A Critical Look at Coulomb Counting Towards Improving the Kalman Filter Based State of Charge Tracking Algorithms in Rechargeable Batteries

In this paper, we consider the problem of state of charge estimation for rechargeable batteries. Coulomb counting is one of the traditional approaches to state of charge estimation and it is considered reliable as long as the battery capacity and initial state of charge are known. However, the Coulomb counting method is susceptible to errors from several sources and the extent of these errors are not studied in the literature. In this paper, we formally derive and quantify the state of charge estimation error during Coulomb counting due to the following four types of error sources: (i) current measurement error; (ii) current integration approximation error; (iii) battery capacity uncertainty; and (iv) the timing oscillator error/drift.

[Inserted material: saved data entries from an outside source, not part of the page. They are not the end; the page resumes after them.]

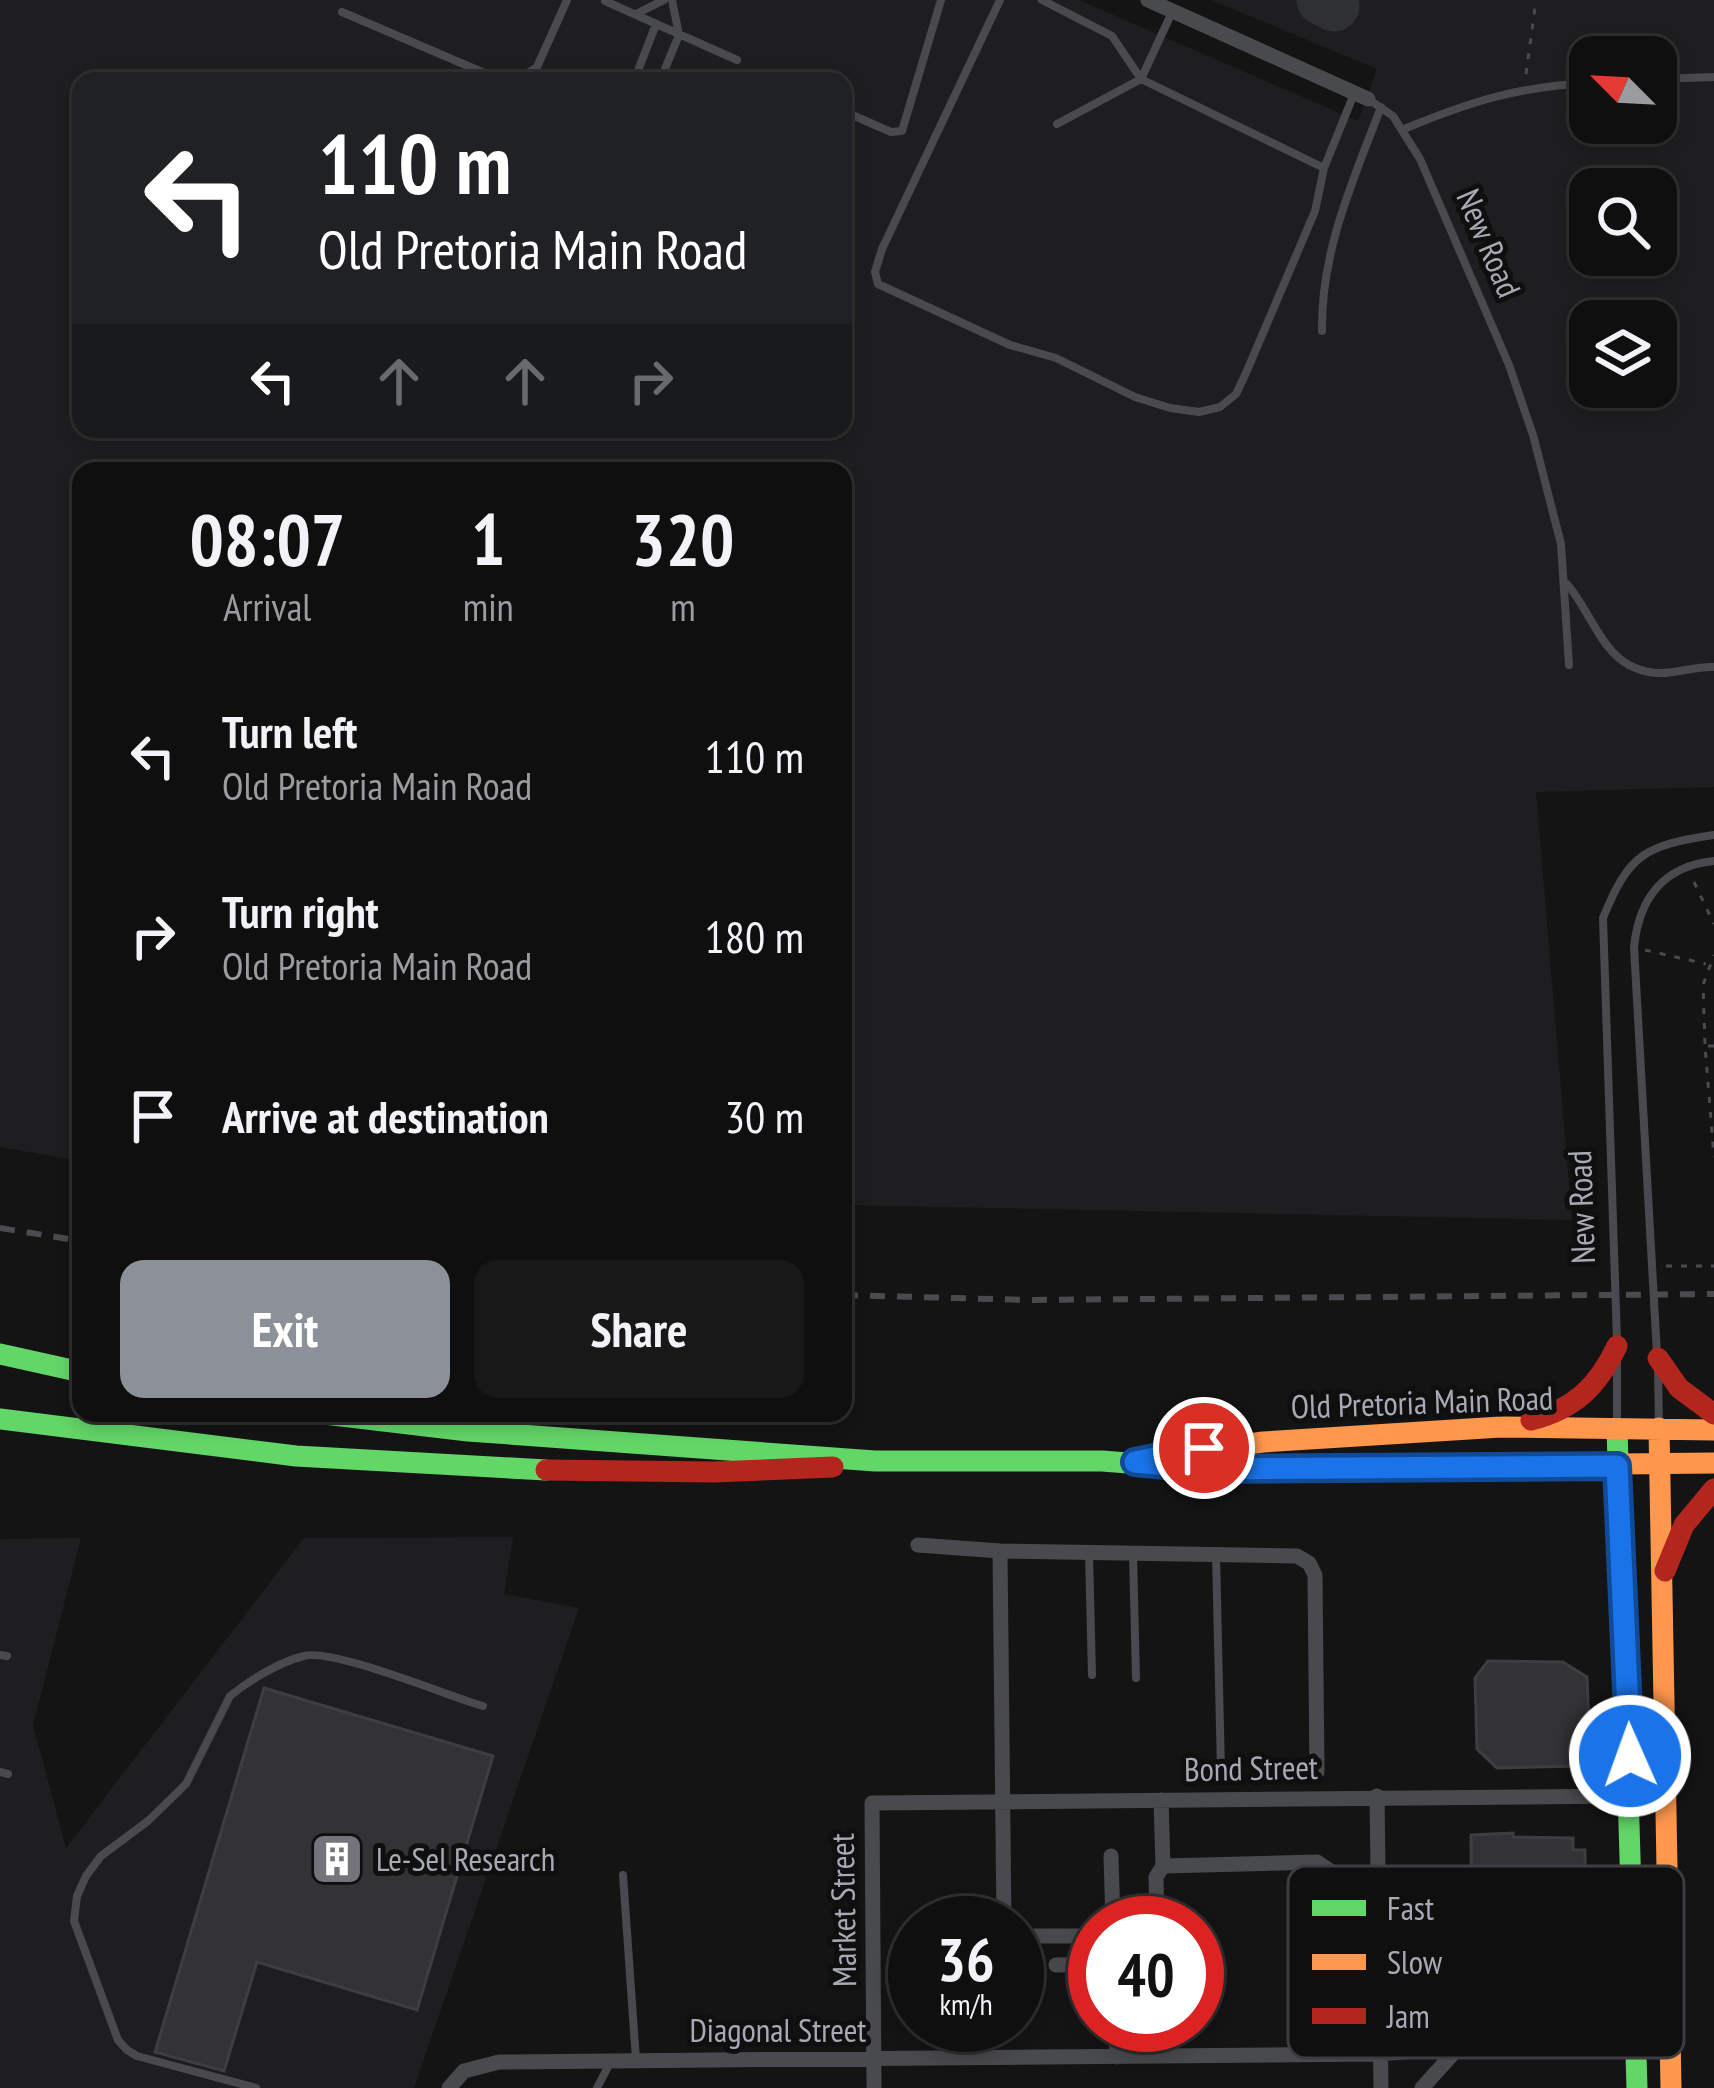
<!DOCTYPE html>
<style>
body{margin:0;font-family:"PT Sans Narrow",sans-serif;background:#181819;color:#f1f3f6;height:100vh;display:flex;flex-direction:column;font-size:45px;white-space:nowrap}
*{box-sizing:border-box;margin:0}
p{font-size:39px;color:#9b9c9f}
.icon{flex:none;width:66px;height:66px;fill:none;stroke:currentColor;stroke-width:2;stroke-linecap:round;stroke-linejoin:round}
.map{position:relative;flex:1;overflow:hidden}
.side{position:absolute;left:72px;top:462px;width:780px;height:960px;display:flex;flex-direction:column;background:#0f0f10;border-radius:24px;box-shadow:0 6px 18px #0003,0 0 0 3px #2f2f30}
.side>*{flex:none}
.hud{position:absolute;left:72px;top:72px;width:780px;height:366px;border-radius:24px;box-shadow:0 6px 18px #0003,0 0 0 3px #2f2f30;background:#202124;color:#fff;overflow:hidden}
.needle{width:78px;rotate:294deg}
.fabs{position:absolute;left:1569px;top:36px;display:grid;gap:24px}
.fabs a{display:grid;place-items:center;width:108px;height:108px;border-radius:24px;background:#0f0f10;box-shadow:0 6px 18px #0003,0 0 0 3px #2f2f30;font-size:60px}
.speed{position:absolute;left:888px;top:1896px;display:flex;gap:24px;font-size:60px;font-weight:700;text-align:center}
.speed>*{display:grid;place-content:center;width:156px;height:156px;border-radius:50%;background:#0f0f10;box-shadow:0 6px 18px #0003,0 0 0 3px #2f2f30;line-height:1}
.speed small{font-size:30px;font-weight:400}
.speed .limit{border:18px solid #d22;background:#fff;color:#111}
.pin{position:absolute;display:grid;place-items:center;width:102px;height:102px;color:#fff;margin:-51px;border:6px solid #fff;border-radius:50%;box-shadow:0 3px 12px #0007}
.me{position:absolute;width:132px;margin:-66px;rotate:358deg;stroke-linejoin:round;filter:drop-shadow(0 0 9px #0008)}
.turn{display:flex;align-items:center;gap:42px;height:252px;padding:0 48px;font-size:54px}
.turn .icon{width:156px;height:156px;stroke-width:2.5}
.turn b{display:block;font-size:84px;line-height:102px}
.lanes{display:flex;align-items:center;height:114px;padding:0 48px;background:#0003;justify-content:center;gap:60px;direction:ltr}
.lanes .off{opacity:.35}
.eta{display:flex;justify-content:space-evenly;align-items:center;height:204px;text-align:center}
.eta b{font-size:72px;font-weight:700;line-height:84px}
.button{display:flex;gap:24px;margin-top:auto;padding:24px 48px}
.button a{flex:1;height:138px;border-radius:24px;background:#8c9099;color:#fff;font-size:48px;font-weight:700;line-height:138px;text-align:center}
.button a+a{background:#181819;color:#f1f3f6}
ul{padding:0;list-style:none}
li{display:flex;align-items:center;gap:36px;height:180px;padding:0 48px}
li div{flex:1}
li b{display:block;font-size:45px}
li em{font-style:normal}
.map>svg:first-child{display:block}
.built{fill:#1e1e20;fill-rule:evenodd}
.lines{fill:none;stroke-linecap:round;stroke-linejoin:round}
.taxiway{stroke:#2f3032;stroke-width:51}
.building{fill:#333336;stroke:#3d3e41;stroke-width:3}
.path{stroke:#4a4b4e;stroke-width:3;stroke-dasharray:6 9;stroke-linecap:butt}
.lane{stroke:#494a4d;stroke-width:8}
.street{stroke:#494a4d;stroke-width:15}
.fast{stroke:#63d668;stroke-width:21}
.slow{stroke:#ff974d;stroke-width:21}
.jam{stroke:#b3261e;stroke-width:21}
.rail{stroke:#4a4b4e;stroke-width:6;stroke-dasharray:15 12;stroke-linecap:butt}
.route-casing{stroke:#114b97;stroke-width:30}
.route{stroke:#1a73e8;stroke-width:21}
.labels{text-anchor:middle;stroke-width:10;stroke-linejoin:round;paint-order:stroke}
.street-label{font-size:33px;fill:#a7a9b4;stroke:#0f0f10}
.poi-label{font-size:33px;fill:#a7a9b4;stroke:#0f0f10;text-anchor:start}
.key{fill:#0f0f10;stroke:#3d3d41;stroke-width:3}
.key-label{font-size:33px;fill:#a7a9b4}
</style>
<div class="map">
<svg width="1714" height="2088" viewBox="0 0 1714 2088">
<rect width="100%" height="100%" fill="#141415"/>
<path class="built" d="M0,0H1079L1358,121L1377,69L1211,0H1714V787L1536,792L1572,1220L843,1205V471H81V1161L0,1147ZM1590,57H1656V123H1590ZM81,81H843V429H81ZM1590,189H1656V255H1590ZM1590,321H1656V387H1590Z
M513,1537L504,1594L579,1608L414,2088H0V1539L81,1538L33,1725L66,1848L304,1538Z"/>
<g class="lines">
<path class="taxiway" d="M1322,0L1334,6"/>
</g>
<path class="building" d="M1488,1661L1563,1662L1587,1677L1590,1751L1580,1766L1497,1768L1477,1749L1475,1678Z
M264,1688L493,1756L417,2010L257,1962L224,2071L155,2052Z
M1513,1833V1837L1573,1838V1850H1585L1586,1984L1574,1983V1998H1559V2015H1472L1471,1835Z"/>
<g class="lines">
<path class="path" d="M1526,74L1536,0
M1694,882L1714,924
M1645,950L1706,964
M1705,1044L1703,985L1714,955
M1714,1046H1705L1714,1157
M1666,1266H1714"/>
<path class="lane" d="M1000,0L882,249L875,272L878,284L1010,345L1056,358L1135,397L1170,408L1199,412L1220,407L1236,394L1246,373L1315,211L1324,168L1141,79L1112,36L1042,0
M605,1L737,60
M342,12L503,81
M636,14L664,0
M1656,79L1714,77
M515,81L537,67L567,0
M634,81L656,24
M660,81L679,35L672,0
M1368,99L1393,116L1420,159L1509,365L1533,435L1561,544L1569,665
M843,111L891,132L902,131L941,0
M1057,124L1141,79L1173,10
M1404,129C1472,101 1516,87 1590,83
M1324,168L1354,94
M1322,331C1321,250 1353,181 1381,107
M1567,584C1596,618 1604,670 1658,673C1676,674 1695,666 1714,667
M1617,1341L1603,918C1629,853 1646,845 1714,835
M1657,1354L1634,947C1639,899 1663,866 1714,861
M1658,1369L1659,1426
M1617,1425V1362
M1089,1553L1092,1675
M1133,1554L1136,1678
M1216,1555L1221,1771
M0,1655L7,1656
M0,1772L8,1774
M623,1875L636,2060
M256,2088L137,2056L127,2050L118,2040L74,1921L77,1896L86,1876L101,1856L148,1821L186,1784L230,1696C250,1680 279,1662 304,1656C333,1648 448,1696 483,1706
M597,2088L610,2063"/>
<path class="street" d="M1148,0L1368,99
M918,1545L1000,1551L1297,1556L1309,1563L1315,1575L1317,1772
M1000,1551L1004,1923
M1377,1796L1381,2088
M1161,1800L1163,1866
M1111,1856L1113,1923
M1157,1923L1156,1877L1163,1866L1317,1862L1336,1875L1343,2005
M1017,1936H1095
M1056,1965L1095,1964
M1116,2025L1117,2057
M1157,2025V2055
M449,2088L464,2071L499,2062L1378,2054L1635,2033L1669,2034
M874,2088L872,1803L1631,1796
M1422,2088L1459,2047"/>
<path class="fast" d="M0,1354L81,1372
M316,1413L468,1431L875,1461H1102L1206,1469L1346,1467
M0,1419L296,1456L546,1470
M1617,1429L1637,2088"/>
<path class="slow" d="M1659,1428L1671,2088
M1159,1457L1263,1442L1501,1427L1714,1430
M1346,1467L1714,1463"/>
<path class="jam" d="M1658,1358L1679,1388L1714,1414
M1531,1420C1575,1409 1598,1386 1617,1346
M546,1470L714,1472L833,1467
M1665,1571L1684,1525L1714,1489"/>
<path class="rail" d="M0,1228L81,1241
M843,1295L1029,1300L1714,1294"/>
</g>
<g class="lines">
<g class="route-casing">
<path id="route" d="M1204,1448L1135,1462L1206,1469L1617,1466L1630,1756"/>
</g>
<use href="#route" class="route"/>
</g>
<defs>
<g id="building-square" transform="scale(2.7)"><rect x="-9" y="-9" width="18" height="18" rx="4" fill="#74757c" stroke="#0f0f10"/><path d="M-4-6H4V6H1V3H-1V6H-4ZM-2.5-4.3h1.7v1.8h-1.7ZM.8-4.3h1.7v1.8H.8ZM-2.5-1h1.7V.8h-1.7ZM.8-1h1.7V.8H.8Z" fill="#fff"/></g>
</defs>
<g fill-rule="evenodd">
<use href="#building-square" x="337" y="1859"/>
</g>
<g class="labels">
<g class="street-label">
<text transform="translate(1489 243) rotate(67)" y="12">New Road</text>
<text transform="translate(1581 1207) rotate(-92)" y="12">New Road</text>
<text transform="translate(1422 1402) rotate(-2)" y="12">Old Pretoria Main Road</text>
<text transform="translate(1251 1768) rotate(-1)" y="12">Bond Street</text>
<text transform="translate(843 1910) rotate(-91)" y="12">Market Street</text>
<text x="778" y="2042">Diagonal Street</text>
</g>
<g class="poi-label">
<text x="376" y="1871">Le-Sel Research</text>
</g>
</g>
<rect x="1288" y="1866" width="396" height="192" rx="18" class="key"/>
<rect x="1312" y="1900" width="54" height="16" fill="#63d668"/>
<rect x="1312" y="1954" width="54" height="16" fill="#ff974d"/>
<rect x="1312" y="2008" width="54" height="16" fill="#b3261e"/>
<g class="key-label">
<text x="1387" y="1920">Fast</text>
<text x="1387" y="1974">Slow</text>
<text x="1387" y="2028">Jam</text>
</g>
</svg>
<div class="fabs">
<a><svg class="needle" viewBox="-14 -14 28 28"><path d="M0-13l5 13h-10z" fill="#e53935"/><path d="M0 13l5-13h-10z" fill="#9b9c9f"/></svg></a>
<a><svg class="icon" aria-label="search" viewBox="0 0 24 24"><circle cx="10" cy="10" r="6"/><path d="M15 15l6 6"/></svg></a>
<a><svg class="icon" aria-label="layers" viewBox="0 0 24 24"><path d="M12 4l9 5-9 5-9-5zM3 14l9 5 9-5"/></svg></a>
</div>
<div class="speed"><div>36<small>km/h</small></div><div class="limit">40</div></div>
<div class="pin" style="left:1204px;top:1448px;background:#d93025"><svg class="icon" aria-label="arrive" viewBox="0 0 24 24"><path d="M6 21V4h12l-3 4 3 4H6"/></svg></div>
<svg class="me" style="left:1630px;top:1756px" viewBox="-20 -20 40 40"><circle r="17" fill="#1a73e8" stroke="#fff" stroke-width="3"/><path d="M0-11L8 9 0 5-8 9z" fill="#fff"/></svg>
<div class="hud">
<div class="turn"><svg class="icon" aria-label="left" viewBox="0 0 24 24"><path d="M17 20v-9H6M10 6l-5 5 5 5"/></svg><div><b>110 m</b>Old Pretoria Main Road</div></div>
<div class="lanes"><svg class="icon" aria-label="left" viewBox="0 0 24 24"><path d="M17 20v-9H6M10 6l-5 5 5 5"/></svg><svg class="icon off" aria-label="ahead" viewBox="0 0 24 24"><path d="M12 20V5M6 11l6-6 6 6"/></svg><svg class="icon off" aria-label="ahead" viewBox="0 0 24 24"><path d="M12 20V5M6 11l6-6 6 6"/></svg><svg class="icon off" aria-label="right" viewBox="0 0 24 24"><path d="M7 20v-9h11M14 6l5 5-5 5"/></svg></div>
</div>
<section class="side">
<div class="eta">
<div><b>08:07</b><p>Arrival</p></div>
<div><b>1</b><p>min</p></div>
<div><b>320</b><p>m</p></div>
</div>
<ul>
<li><svg class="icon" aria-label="left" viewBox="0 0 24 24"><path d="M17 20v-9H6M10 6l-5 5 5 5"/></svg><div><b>Turn left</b><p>Old Pretoria Main Road</p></div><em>110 m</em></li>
<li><svg class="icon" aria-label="right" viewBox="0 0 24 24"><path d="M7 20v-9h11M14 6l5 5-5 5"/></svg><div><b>Turn right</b><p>Old Pretoria Main Road</p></div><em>180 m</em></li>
<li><svg class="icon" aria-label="arrive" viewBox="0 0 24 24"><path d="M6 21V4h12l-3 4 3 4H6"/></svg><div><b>Arrive at destination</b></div><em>30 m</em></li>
</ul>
<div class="button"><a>Exit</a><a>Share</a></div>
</section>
</div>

It is shown that the resulting state of charge error can either be of the time-cumulative or of state-of-charge-proportional type. Time-cumulative errors increase with time and has the potential to completely invalidate the state of charge estimation in the long run. State-of-charge-proportional errors increase with the accumulated state of charge and reach its worst value within one charge/discharge cycle. Simulation analyses are presented to demonstrate the extent of these errors under several realistic scenarios and the paper discusses approaches to reduce the time-cumulative and state of charge-proportional errors.